From the perspective of congestion-aware routing, adaptive routing algorithms can be classified into three types: (1) Local congestion awareness: Its key idea is to select router output ports by only considering the congestion status of neighboring nodes [
25]. As a result, it usually destroys the global load balance, and thus cannot effectively solve the congestion problem. (2) Global congestion awareness: Its key idea is to maintain fine-grained congestion information of the network. For a given “source-destination” pair, it accurately calculates the amount of congestion on each candidate path of the packet for the minimum path range [
12,
13]. Different from local congestion awareness algorithms, it considers the global load balance during the routing process and thus can specify the best path to the destination in theory. However, it is a high-cost solution for an NoC system. The main reason is that calculating each candidate path requires a significant amount of computing time, thus increasing the network delays. (3) Regional congestion awareness: Its key idea is to collect congestion information from remote links and weigh congestion values by distance from the local node. Compared with local congestion awareness algorithms, each node in regional congestion awareness algorithms has more information to make routing decisions, thus delivering a lower network latency. Generally, considering a better load balance and lower latency of the NoC, regional congestion awareness algorithms have been proven to be an effective solution, and thus have been the most common congestion awareness routing algorithm.

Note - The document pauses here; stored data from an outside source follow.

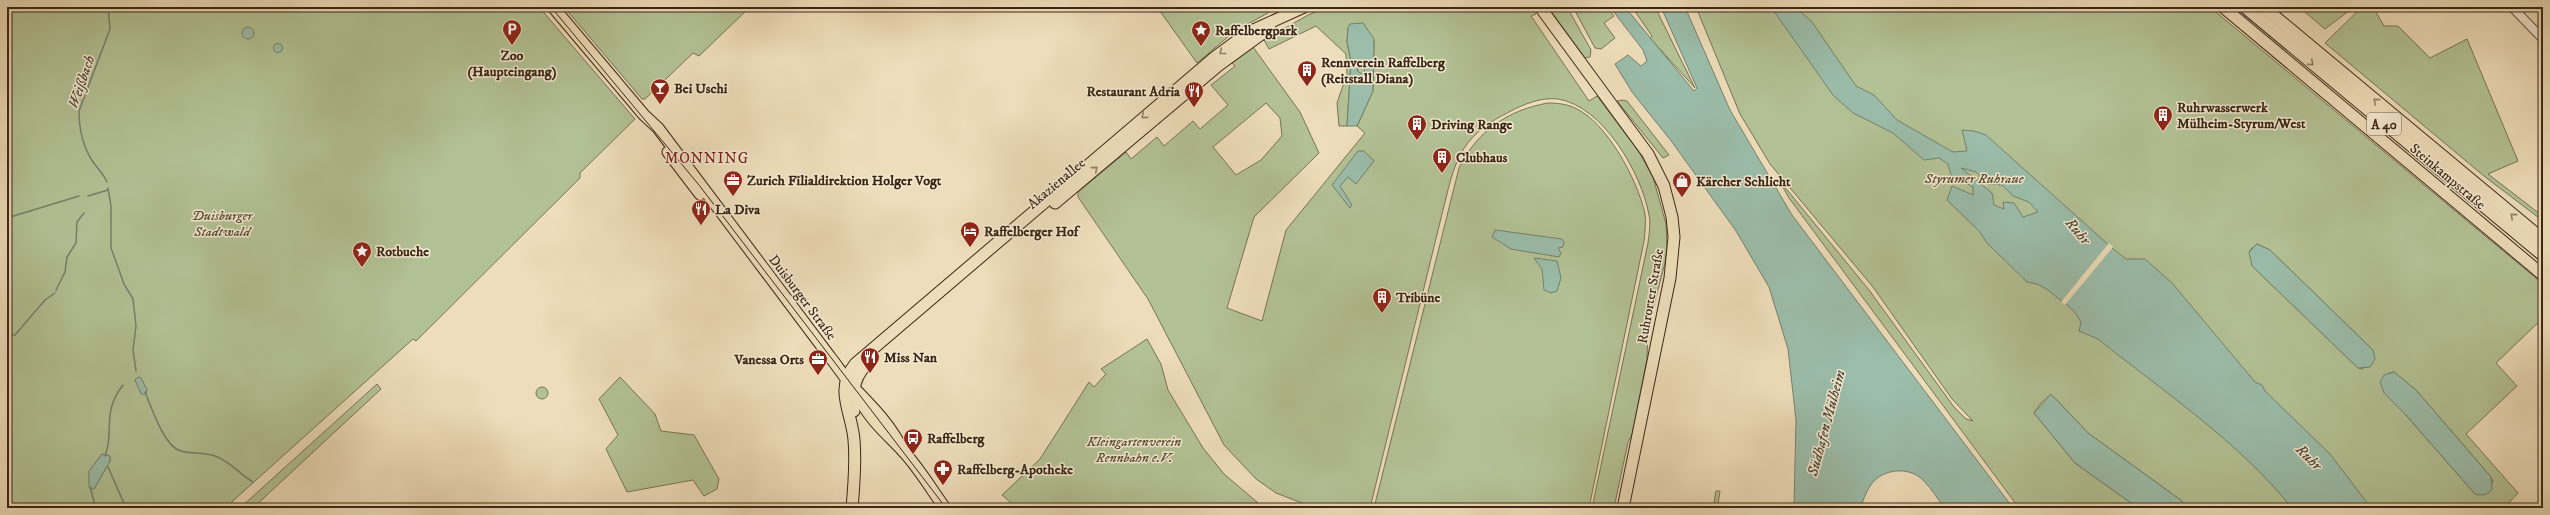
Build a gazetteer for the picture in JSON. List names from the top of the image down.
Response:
{
  "streets": {
    "highway": ["A 40"],
    "main road": [
      "Steinkampstraße",
      "Akazienallee",
      "Ruhrorter Straße",
      "Duisburger Straße"
    ]
  },
  "crossings": [
    ["Akazienallee", "Duisburger Straße"]
  ],
  "districts": ["MONNING"],
  "water": ["Weißbach", "Ruhr", "Südhafen Mülheim"],
  "parks": ["Styrumer Ruhraue", "Duisburger Stadtwald", "Kleingartenverein Rennbahn e.V."],
  "places": {
    "parking": ["Zoo (Haupteingang)"],
    "place": ["Raffelbergpark", "Rotbuche"],
    "building": [
      "Rennverein Raffelberg (Reitstall Diana)",
      "Ruhrwasserwerk Mülheim-Styrum/West",
      "Driving Range",
      "Clubhaus",
      "Tribüne"
    ],
    "bar": ["Bei Uschi"],
    "restaurant": ["Restaurant Adria", "La Diva", "Miss Nan"],
    "office": ["Zurich Filialdirektion Holger Vogt", "Vanessa Orts"],
    "shop": ["Kärcher Schlicht"],
    "hotel": ["Raffelberger Hof"],
    "bus stop": ["Raffelberg"],
    "pharmacy": ["Raffelberg-Apotheke"]
  }
}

However, it incurs a significant queuing latency when practitioners use existing regional congestion awareness routing algorithms to select the best path, thus leading to an undesirable performance of the NoC. There are two main reasons behind the above performance problem. First, existing regional congestion awareness algorithms make routing decisions by evaluating the redundant remote link congestion information. When the source node and target node are very close, these remote links are not in the range of the optional path from the source node to the target node. Considering that this information may be wrong, the link that has congested neighbors but is idle at the remote end is selected as the output link. Instead, it interferes with routing decisions and increases queuing delay. Second, the load of the nodes in the central area is significantly higher than the load of the edge nodes under a high traffic injection rate. Existing routing algorithms do not consider shifting the intermediate load to the edge of the network. Therefore, existing regional congestion awareness algorithms can not meet the performance requirements of the NoC yet, and it is non-trivial to optimize the regional congestion awareness algorithm further.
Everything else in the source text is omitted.